_Work instruction_
The answer must be every line of the records in which the string "stream" appears.
· · ·
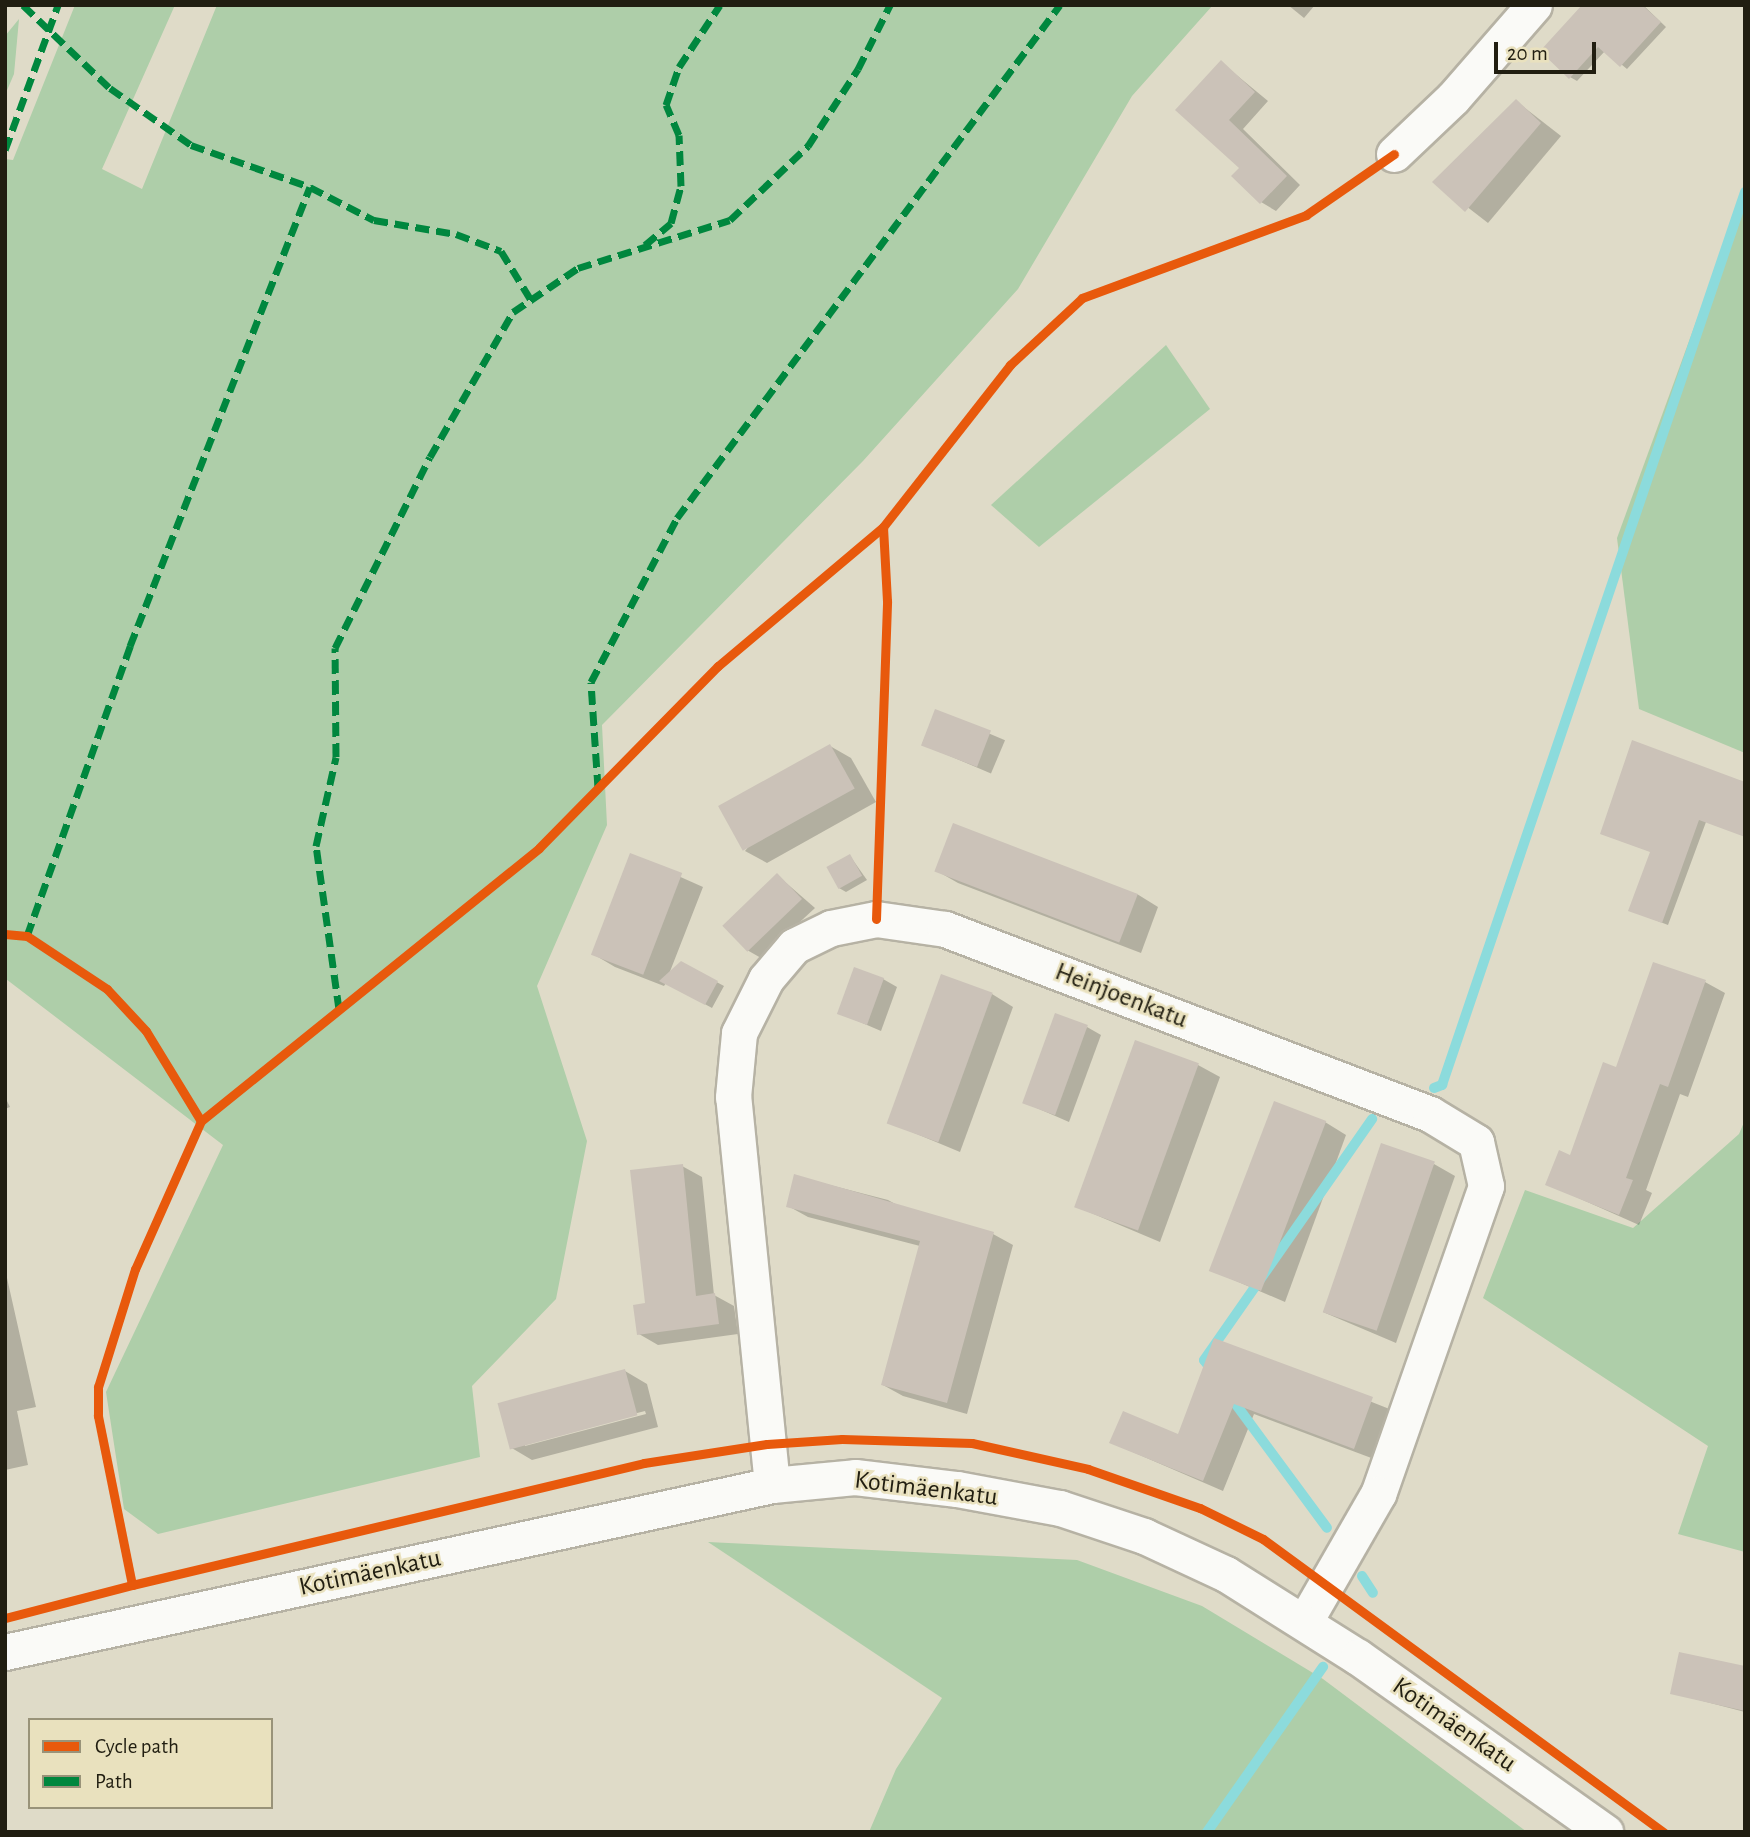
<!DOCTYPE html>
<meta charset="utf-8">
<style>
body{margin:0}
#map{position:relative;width:1750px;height:1837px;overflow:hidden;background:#dfdbc8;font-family:"Alegreya Sans",sans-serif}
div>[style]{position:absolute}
.green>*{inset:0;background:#aecea9}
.shadow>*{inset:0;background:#0003;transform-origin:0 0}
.stream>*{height:10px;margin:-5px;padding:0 5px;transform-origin:5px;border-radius:5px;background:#8cdbdc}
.building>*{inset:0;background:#cbc2b8;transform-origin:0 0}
.roads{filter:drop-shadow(2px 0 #b6b2a4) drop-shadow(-2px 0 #b6b2a4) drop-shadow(0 2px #b6b2a4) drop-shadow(0 -2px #b6b2a4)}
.minor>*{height:35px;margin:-17.5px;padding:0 17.5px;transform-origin:17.5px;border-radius:17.5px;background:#fafaf7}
.quiet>*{height:7px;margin-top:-3.5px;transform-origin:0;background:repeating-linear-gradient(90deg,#00873e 0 14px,transparent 0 21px)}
.cycleway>*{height:9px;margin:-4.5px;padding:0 4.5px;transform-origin:4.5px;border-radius:4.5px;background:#e8590c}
span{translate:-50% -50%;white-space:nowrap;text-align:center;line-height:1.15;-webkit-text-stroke:5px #e9e1be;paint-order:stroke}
.street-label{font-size:26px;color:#211e11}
.frame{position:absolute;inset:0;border:7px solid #211e11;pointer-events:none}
.legend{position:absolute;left:28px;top:1718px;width:245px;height:91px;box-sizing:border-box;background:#e9e1be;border:2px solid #999379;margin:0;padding:9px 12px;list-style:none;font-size:21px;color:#211e11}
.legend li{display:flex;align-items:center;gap:14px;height:35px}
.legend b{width:35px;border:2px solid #999379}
.scale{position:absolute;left:1494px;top:42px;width:102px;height:32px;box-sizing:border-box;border:4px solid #211e11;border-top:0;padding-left:9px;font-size:21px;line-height:24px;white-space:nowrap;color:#211e11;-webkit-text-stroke:5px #e9e1be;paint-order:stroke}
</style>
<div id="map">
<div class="green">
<div style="clip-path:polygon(75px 5px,175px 5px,102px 169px,142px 189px,217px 5px,1213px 5px,1132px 96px,1018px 289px,863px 461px,602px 725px,607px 825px,537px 986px,587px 1141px,556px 1299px,472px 1386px,480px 1457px,158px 1534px,124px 1509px,106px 1392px,223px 1145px,6px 979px,5px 159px,13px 160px)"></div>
<div style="clip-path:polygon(19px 19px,14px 74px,5px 95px,5px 36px)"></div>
<div style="clip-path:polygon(1745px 188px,1745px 753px,1639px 709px,1617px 538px)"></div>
<div style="clip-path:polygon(1166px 345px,1210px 409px,1039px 547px,991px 505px)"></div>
<div style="clip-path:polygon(1745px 1120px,1745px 1552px,1678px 1534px,1708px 1446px,1483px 1298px,1525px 1190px,1633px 1228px,1739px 1134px)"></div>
<div style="clip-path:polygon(708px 1542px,1077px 1560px,1202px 1606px,1323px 1679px,1527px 1832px,869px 1832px,896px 1769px,942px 1698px)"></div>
</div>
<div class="shadow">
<div style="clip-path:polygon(1288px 5px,1315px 5px,1304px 18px)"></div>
<div style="clip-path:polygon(1585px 5px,1643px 5px,1666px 27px,1627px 69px,1605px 51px,1577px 81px,1570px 77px)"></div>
<div style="clip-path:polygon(1222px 63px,1268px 101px,1243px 129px,1300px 185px,1276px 211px,1261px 202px,1241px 168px,1178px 110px)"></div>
<div style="clip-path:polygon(1516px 101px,1561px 136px,1488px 223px,1435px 182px)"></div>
<div style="left:936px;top:711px;width:75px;height:36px;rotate:23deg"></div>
<div style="clip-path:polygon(1633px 742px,1706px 822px,1668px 925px,1637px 913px,1652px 852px,1602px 834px)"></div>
<div style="clip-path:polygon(830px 746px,851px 758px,876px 802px,767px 863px,745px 851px)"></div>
<div style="clip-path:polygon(631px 855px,703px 887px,669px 974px,681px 963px,724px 986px,712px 1008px,666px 983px,664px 986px,615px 967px,593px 954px)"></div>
<div style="clip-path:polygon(850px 856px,867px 880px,846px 892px,839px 888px)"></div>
<div style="clip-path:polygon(937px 871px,1137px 894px,1158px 907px,1141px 953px,958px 883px)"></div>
<div style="clip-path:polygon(777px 875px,815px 908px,761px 958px,747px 950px)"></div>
<div style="clip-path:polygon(883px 979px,897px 987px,881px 1031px,839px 1013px)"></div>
<div style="clip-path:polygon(1705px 982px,1725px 993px,1688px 1097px,1680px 1094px,1646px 1190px,1652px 1193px,1639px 1225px,1547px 1184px,1571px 1157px,1617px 1069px)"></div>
<div style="clip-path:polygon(992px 994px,1013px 1007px,960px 1152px,888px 1122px)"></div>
<div style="clip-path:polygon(1087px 1027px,1101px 1035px,1069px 1122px,1023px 1102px)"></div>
<div style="clip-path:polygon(1198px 1065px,1220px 1077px,1160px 1242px,1077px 1207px)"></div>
<div style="clip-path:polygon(5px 1097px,10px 1107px,5px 1109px)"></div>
<div style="clip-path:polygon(1325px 1122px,1346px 1135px,1285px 1302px,1213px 1271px)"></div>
<div style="clip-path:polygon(1434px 1164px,1455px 1176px,1396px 1343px,1323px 1312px)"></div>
<div style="clip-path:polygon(682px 1166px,702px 1177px,714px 1295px,734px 1306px,738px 1334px,658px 1345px,639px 1334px)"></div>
<div style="clip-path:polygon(795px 1176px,888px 1200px,906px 1210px,993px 1234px,1013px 1245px,967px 1414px,903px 1396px,883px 1385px,920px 1246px,808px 1217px,788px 1206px)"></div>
<div style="clip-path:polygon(5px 1269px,36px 1407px,17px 1411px,28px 1465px,5px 1470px)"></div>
<div style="clip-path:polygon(1215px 1340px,1392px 1410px,1374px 1459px,1254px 1414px,1223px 1491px,1112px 1443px,1179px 1436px)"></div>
<div style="clip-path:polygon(evenodd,625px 1371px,647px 1384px,658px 1427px,532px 1460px,510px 1447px,625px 1371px,645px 1411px,646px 1414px,525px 1446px,525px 1442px,645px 1411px)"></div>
<div style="clip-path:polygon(1745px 1668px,1745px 1712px,1672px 1693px)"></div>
</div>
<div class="stream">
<div style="left:1434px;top:1088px;width:9px;rotate:-21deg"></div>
<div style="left:1442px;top:1085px;width:943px;rotate:-71.26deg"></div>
<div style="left:1214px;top:1373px;width:16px;rotate:-128deg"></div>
<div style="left:1204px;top:1360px;width:294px;rotate:-55.1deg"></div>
<div style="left:1229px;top:1395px;width:165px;rotate:53.6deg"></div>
<div style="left:1362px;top:1576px;width:20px;rotate:57deg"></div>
<div style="left:1207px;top:1832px;width:202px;rotate:-54.9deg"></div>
</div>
<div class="building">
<div style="clip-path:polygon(1582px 5px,1642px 5px,1661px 22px,1620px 67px,1598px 47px,1569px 79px,1540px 51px)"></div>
<div style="clip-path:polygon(1221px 60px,1255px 92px,1229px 120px,1287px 176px,1260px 204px,1231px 176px,1239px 168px,1175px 110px)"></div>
<div style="clip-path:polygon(1516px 99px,1541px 123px,1465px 212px,1432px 182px)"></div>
<div style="left:935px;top:709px;width:60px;height:39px;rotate:21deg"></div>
<div style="clip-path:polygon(1632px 740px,1745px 782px,1745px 837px,1699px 820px,1662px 923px,1628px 911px,1650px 852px,1600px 834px)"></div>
<div style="left:830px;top:744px;width:51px;height:128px;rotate:61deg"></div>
<div style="left:953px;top:823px;width:198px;height:52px;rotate:21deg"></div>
<div style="left:630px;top:853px;width:56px;height:109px;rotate:21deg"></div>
<div style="left:850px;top:854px;width:25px;height:27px;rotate:61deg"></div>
<div style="left:777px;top:873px;width:36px;height:76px;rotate:46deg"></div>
<div style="clip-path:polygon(681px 961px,718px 981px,705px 1005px,659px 981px)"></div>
<div style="clip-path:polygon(1653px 962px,1706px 980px,1668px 1087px,1660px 1084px,1626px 1178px,1633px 1180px,1619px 1215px,1545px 1185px,1559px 1150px,1570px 1155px,1603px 1062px,1616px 1067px)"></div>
<div style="left:854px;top:967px;width:32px;height:50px;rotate:20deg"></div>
<div style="left:941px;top:974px;width:55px;height:159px;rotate:20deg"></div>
<div style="left:1055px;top:1013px;width:35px;height:96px;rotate:20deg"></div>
<div style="left:1135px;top:1040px;width:68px;height:178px;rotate:20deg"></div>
<div style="left:1274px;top:1101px;width:56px;height:182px;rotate:21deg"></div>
<div style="left:1381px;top:1143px;width:57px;height:179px;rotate:19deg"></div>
<div style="clip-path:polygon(683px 1164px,696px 1296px,715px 1293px,719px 1324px,637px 1335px,633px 1305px,645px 1303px,630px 1170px)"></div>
<div style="clip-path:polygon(794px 1174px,994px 1232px,947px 1403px,881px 1385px,920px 1241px,786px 1207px)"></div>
<div style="clip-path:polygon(1214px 1338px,1373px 1397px,1354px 1449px,1234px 1404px,1203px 1481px,1109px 1443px,1123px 1411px,1178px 1434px)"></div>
<div style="left:625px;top:1369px;width:48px;height:132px;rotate:75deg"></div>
<div style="clip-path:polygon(1679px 1652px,1745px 1666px,1745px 1711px,1670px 1694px)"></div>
</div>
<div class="roads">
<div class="minor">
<div style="left:1394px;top:154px;width:81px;rotate:-43.5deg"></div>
<div style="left:1453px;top:98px;width:123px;rotate:-48.9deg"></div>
<div style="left:772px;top:1485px;width:390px;rotate:-95.7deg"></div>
<div style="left:733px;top:1097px;width:64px;rotate:-84.6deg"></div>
<div style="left:739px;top:1033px;width:60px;rotate:-63.4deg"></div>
<div style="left:766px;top:979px;width:43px;rotate:-49.7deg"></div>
<div style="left:794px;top:946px;width:41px;rotate:-25.9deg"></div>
<div style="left:831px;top:928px;width:46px;rotate:-11.3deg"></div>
<div style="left:876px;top:919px;width:70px;rotate:8.2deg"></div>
<div style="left:945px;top:929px;width:519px;rotate:20.88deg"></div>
<div style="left:1430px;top:1114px;width:54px;rotate:31.3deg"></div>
<div style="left:1476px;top:1142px;width:45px;rotate:77.2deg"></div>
<div style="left:1486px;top:1186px;width:326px;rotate:109.3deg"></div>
<div style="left:1378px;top:1494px;width:146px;rotate:119.9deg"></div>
<div style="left:5px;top:1652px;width:785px;rotate:-12.28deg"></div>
<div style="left:772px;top:1485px;width:83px;rotate:-5.5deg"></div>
<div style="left:855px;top:1477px;width:103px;rotate:6.7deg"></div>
<div style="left:957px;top:1489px;width:105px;rotate:10.5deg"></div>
<div style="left:1060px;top:1508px;width:89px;rotate:18.4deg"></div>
<div style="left:1144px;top:1536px;width:90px;rotate:24.9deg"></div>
<div style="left:1226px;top:1574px;width:156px;rotate:32.2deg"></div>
<div style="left:1358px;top:1657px;width:303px;rotate:35.3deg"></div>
</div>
</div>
<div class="quiet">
<div style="left:23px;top:5px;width:120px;rotate:43.7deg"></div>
<div style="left:110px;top:88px;width:99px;rotate:35.1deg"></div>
<div style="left:191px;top:145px;width:126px;rotate:19.4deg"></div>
<div style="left:310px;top:187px;width:72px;rotate:27.3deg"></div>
<div style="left:374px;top:220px;width:83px;rotate:9.7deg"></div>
<div style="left:456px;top:234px;width:48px;rotate:20.7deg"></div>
<div style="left:501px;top:251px;width:57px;rotate:58.5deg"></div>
<div style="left:5px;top:150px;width:154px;rotate:-69.9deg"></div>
<div style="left:645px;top:245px;width:34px;rotate:-40deg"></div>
<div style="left:671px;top:223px;width:38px;rotate:-75deg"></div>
<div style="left:681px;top:186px;width:51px;rotate:-92.2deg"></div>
<div style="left:679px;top:135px;width:33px;rotate:-113deg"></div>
<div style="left:666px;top:105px;width:40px;rotate:-71.1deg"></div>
<div style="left:679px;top:67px;width:74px;rotate:-56.5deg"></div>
<div style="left:598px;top:788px;width:106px;rotate:-93.8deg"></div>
<div style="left:591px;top:682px;width:185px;rotate:-62.3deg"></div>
<div style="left:677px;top:518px;width:640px;rotate:-53.26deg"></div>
<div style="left:27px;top:936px;width:308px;rotate:-70.4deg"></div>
<div style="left:130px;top:646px;width:493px;rotate:-68.6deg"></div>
<div style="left:339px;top:1009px;width:165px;rotate:-98deg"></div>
<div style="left:316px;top:846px;width:91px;rotate:-77.3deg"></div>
<div style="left:336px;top:757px;width:109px;rotate:-90.5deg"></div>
<div style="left:335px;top:648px;width:213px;rotate:-63.6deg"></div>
<div style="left:430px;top:457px;width:167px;rotate:-60.2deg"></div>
<div style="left:513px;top:312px;width:78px;rotate:-34.1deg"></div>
<div style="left:578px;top:268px;width:159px;rotate:-17.5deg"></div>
<div style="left:730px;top:220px;width:108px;rotate:-43.5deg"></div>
<div style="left:808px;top:146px;width:92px;rotate:-57deg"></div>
<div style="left:858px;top:69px;width:72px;rotate:-63.4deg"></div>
</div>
<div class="cycleway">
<div style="left:876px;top:919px;width:318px;rotate:-88deg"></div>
<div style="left:887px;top:601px;width:74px;rotate:-93.1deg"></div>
<div style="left:5px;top:934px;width:22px;rotate:5deg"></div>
<div style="left:27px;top:936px;width:96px;rotate:33.5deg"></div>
<div style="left:107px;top:989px;width:57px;rotate:47.1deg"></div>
<div style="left:146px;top:1031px;width:105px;rotate:58.6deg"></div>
<div style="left:201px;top:1121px;width:162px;rotate:114deg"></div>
<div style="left:135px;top:1269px;width:124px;rotate:107.4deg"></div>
<div style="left:98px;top:1387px;width:29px;rotate:90deg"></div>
<div style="left:98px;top:1416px;width:172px;rotate:78.6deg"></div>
<div style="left:132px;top:1585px;width:131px;rotate:165.4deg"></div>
<div style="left:201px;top:1121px;width:434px;rotate:-38.9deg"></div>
<div style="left:539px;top:848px;width:255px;rotate:-45.5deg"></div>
<div style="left:718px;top:666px;width:216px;rotate:-40.1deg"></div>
<div style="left:883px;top:527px;width:206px;rotate:-51.9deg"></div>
<div style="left:1010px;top:365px;width:98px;rotate:-42.9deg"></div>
<div style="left:1082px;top:298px;width:239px;rotate:-20.3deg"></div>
<div style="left:1306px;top:215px;width:107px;rotate:-34.7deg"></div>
<div style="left:132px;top:1585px;width:526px;rotate:-13.4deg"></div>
<div style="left:644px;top:1463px;width:124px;rotate:-8.8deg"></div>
<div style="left:767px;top:1444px;width:75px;rotate:-3.8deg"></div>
<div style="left:842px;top:1439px;width:130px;rotate:1.8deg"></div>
<div style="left:972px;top:1443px;width:119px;rotate:12.6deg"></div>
<div style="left:1088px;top:1469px;width:119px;rotate:19.2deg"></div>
<div style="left:1200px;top:1508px;width:70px;rotate:26.2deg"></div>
<div style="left:1263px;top:1539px;width:497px;rotate:36.2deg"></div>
</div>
<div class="street-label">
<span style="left:1121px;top:996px;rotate:21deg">Heinjoenkatu</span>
<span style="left:926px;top:1489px;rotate:7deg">Kotimäenkatu</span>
<span style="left:370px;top:1573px;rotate:-12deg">Kotimäenkatu</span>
<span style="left:1454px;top:1725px;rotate:35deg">Kotimäenkatu</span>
</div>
<div class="frame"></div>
<ul class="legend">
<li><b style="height:9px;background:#e8590c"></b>Cycle path</li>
<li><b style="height:9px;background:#00873e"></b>Path</li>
</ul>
<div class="scale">20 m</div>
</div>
· · ·
_Answer to this task_
.stream>*{height:10px;margin:-5px;padding:0 5px;transform-origin:5px;border-radius:5px;background:#8cdbdc}
<div class="stream">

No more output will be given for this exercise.